### What is required
In the listing that follows, copy out each line that includes the word "style".

- Opening Delimiter -

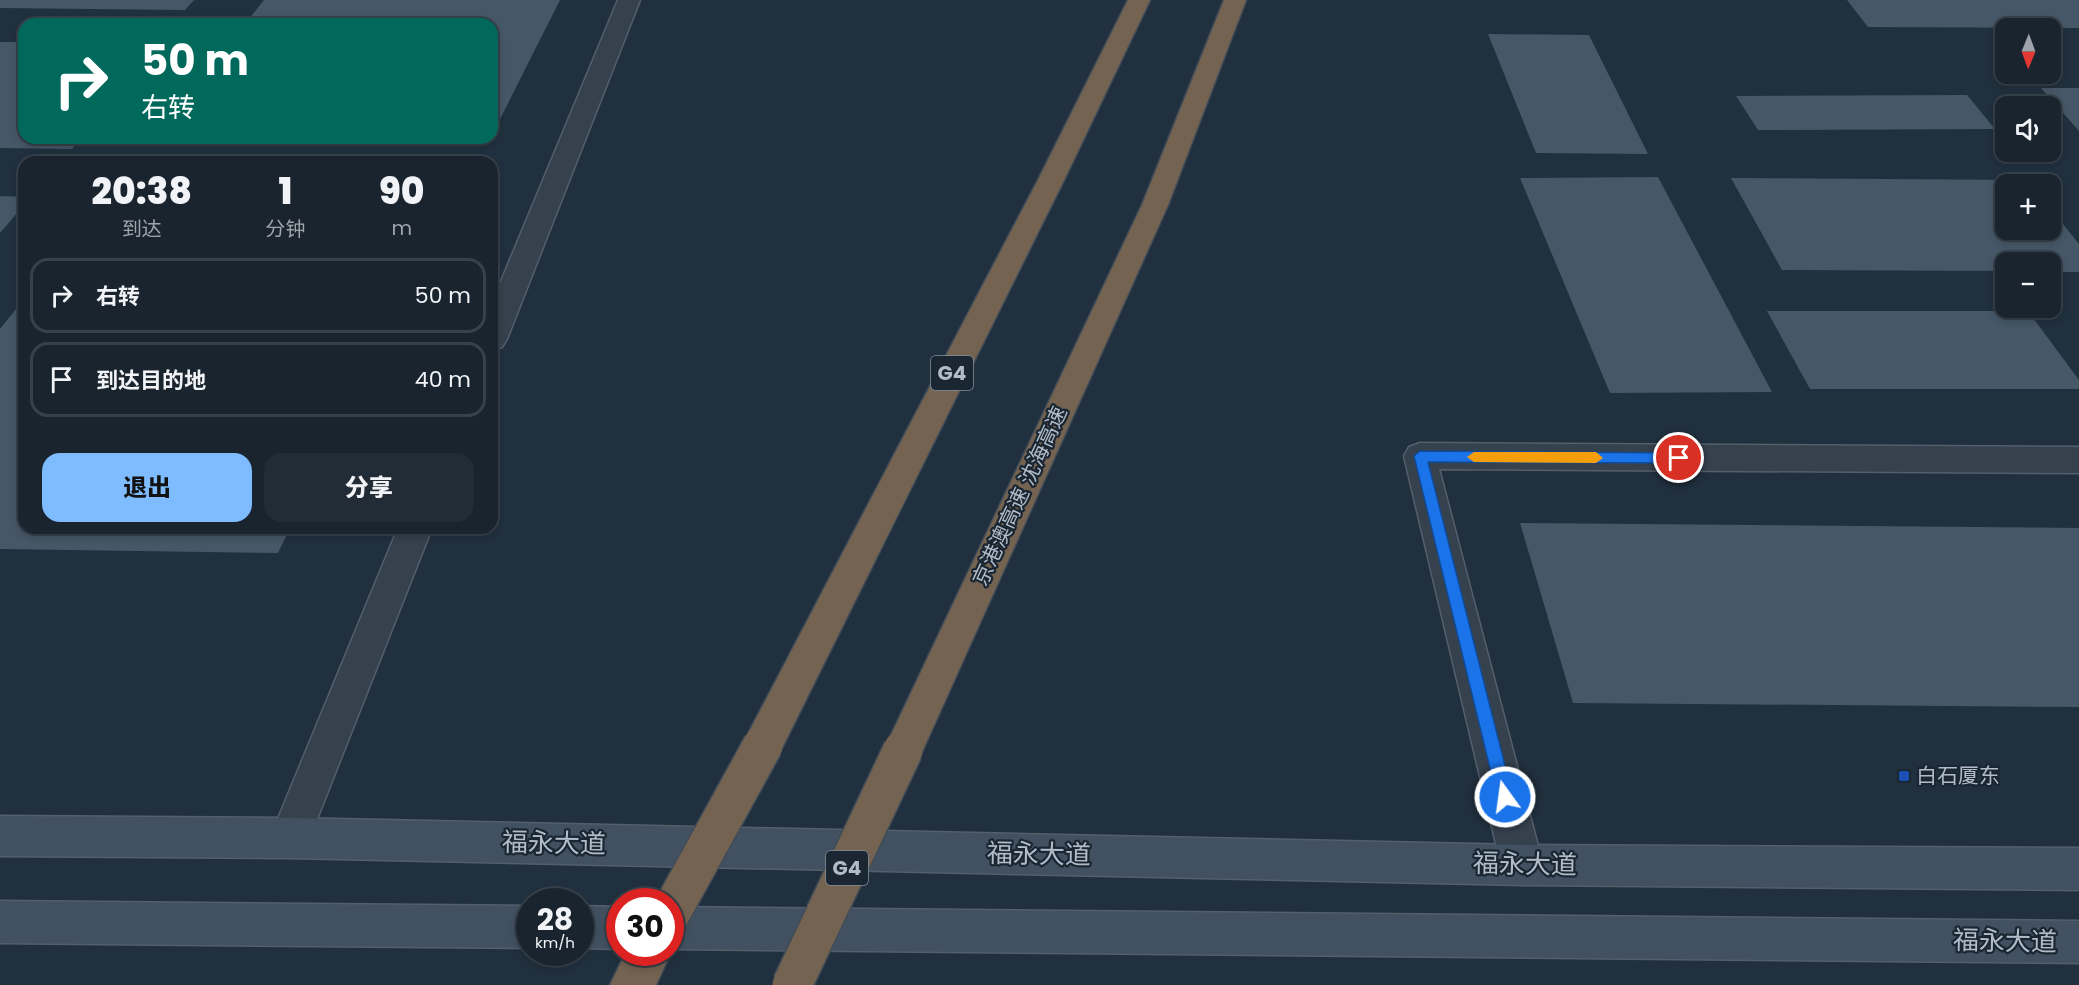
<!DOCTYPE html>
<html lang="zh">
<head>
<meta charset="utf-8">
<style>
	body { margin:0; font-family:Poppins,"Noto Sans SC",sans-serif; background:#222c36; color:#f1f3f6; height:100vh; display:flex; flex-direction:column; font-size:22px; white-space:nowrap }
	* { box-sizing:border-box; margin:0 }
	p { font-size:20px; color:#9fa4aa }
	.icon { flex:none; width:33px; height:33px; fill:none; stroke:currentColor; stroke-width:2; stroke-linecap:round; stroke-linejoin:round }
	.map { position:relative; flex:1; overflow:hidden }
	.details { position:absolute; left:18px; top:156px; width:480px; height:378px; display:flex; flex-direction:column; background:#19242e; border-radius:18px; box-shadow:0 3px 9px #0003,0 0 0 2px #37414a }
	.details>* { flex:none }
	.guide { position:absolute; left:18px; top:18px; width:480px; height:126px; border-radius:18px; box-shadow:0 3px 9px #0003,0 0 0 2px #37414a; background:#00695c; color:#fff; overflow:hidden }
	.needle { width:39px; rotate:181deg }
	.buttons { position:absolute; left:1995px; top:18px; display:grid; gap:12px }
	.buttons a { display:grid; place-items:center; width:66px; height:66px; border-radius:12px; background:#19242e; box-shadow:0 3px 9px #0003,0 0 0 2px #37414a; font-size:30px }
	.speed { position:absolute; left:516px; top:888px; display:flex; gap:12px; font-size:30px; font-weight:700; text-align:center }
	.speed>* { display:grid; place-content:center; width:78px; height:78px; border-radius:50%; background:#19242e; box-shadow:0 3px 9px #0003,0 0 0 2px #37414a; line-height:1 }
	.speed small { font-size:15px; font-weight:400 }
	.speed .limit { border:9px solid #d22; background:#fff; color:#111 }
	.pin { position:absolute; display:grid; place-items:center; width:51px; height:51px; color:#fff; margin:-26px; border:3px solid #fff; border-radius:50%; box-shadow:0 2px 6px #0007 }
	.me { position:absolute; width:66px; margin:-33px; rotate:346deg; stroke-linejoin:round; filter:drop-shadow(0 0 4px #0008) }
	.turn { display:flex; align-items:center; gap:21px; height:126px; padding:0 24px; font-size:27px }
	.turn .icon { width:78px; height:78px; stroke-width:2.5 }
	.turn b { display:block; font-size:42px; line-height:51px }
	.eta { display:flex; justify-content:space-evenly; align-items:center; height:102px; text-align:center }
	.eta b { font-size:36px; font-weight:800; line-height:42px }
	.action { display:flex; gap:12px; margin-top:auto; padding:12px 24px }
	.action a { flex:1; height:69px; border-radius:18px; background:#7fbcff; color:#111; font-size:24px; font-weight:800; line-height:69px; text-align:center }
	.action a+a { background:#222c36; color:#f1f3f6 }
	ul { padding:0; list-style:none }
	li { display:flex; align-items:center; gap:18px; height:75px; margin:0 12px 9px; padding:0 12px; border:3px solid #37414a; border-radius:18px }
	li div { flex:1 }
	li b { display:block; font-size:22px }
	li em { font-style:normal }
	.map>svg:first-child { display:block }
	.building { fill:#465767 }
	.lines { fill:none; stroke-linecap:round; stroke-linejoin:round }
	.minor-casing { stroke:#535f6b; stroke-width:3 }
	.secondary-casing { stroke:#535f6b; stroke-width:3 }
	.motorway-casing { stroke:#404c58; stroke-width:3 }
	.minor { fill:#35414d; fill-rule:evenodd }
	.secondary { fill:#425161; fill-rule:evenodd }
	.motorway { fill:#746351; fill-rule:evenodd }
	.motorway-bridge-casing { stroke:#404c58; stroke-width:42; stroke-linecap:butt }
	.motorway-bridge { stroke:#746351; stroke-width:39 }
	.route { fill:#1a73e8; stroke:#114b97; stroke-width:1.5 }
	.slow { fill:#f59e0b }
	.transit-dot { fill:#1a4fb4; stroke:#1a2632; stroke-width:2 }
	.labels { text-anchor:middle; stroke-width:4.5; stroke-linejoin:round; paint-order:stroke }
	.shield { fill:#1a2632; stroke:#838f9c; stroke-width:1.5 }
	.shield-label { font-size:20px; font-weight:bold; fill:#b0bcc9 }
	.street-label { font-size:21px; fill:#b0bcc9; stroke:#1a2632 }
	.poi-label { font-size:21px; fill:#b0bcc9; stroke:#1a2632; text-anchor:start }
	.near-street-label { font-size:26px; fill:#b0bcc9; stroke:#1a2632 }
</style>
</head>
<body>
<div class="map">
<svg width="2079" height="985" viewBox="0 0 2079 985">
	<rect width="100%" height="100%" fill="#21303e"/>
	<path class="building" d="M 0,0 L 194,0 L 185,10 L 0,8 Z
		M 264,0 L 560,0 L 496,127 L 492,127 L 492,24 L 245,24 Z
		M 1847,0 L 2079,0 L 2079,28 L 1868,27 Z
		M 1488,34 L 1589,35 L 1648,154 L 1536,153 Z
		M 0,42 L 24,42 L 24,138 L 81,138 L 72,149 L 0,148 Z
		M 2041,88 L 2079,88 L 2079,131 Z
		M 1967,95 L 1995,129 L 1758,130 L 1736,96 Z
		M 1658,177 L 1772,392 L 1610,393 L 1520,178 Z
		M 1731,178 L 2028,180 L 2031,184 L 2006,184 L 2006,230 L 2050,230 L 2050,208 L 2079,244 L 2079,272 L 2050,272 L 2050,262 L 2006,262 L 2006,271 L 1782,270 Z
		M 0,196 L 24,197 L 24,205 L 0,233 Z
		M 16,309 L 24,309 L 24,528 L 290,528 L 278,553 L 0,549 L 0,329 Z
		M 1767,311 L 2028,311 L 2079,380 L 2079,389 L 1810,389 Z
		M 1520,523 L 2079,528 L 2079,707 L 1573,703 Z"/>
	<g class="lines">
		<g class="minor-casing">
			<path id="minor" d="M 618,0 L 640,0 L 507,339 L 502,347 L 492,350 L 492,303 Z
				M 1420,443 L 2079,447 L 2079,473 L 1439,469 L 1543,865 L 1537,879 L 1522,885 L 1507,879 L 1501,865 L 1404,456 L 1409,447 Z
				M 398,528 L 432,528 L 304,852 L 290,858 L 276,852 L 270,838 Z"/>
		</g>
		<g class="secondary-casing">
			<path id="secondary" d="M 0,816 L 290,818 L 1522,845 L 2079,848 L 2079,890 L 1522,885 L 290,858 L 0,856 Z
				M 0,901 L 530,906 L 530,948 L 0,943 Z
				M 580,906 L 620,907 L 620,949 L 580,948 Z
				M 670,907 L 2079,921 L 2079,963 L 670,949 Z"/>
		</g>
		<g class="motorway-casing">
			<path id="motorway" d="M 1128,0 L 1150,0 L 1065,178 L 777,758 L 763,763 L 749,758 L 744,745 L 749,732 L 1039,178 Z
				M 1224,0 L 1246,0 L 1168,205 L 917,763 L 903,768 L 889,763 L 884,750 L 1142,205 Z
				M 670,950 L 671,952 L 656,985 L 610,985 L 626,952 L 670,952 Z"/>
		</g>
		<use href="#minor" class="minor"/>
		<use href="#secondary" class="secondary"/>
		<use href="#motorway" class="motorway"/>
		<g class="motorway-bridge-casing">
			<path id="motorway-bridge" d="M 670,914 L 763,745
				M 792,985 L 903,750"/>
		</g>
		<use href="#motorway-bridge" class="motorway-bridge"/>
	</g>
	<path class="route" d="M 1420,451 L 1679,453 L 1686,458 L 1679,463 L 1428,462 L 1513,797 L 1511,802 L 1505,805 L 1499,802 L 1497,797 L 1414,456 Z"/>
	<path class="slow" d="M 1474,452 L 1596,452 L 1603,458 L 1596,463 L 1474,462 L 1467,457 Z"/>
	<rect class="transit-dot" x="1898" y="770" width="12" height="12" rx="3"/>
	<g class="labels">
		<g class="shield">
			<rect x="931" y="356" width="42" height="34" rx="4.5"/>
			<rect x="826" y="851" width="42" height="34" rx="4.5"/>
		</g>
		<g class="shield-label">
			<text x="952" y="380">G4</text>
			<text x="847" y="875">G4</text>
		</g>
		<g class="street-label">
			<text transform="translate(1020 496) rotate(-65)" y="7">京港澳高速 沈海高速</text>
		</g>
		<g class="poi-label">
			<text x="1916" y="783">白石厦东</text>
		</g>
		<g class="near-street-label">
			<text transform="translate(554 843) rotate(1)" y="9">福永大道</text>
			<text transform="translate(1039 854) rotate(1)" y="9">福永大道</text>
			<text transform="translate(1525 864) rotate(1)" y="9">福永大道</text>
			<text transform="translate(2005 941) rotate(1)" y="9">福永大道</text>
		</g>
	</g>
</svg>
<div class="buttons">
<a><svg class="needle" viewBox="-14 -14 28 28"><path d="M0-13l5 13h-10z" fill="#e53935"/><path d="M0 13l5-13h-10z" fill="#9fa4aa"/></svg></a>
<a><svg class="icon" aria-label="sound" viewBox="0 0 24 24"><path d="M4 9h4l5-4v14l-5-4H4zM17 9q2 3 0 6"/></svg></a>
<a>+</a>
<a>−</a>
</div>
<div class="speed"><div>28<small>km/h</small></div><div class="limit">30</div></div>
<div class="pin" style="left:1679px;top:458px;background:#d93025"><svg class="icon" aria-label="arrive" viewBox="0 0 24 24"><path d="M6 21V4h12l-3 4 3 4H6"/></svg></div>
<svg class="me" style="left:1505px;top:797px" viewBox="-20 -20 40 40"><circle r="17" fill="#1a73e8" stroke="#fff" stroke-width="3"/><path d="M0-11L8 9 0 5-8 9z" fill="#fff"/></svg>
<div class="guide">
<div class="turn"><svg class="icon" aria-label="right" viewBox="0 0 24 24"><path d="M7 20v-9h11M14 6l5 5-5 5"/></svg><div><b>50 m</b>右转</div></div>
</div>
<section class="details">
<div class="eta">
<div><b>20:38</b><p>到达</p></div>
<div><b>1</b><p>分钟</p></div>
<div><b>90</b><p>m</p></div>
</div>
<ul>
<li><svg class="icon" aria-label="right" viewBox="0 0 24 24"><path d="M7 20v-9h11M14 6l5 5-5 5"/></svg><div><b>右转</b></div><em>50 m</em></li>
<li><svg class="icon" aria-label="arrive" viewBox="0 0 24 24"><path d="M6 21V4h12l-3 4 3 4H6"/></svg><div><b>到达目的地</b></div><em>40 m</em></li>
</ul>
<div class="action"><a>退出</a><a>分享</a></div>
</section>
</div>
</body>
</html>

- Closing Delimiter -

### Final answer
<style>
	ul { padding:0; list-style:none }
	li em { font-style:normal }
</style>
<div class="pin" style="left:1679px;top:458px;background:#d93025"><svg class="icon" aria-label="arrive" viewBox="0 0 24 24"><path d="M6 21V4h12l-3 4 3 4H6"/></svg></div>
<svg class="me" style="left:1505px;top:797px" viewBox="-20 -20 40 40"><circle r="17" fill="#1a73e8" stroke="#fff" stroke-width="3"/><path d="M0-11L8 9 0 5-8 9z" fill="#fff"/></svg>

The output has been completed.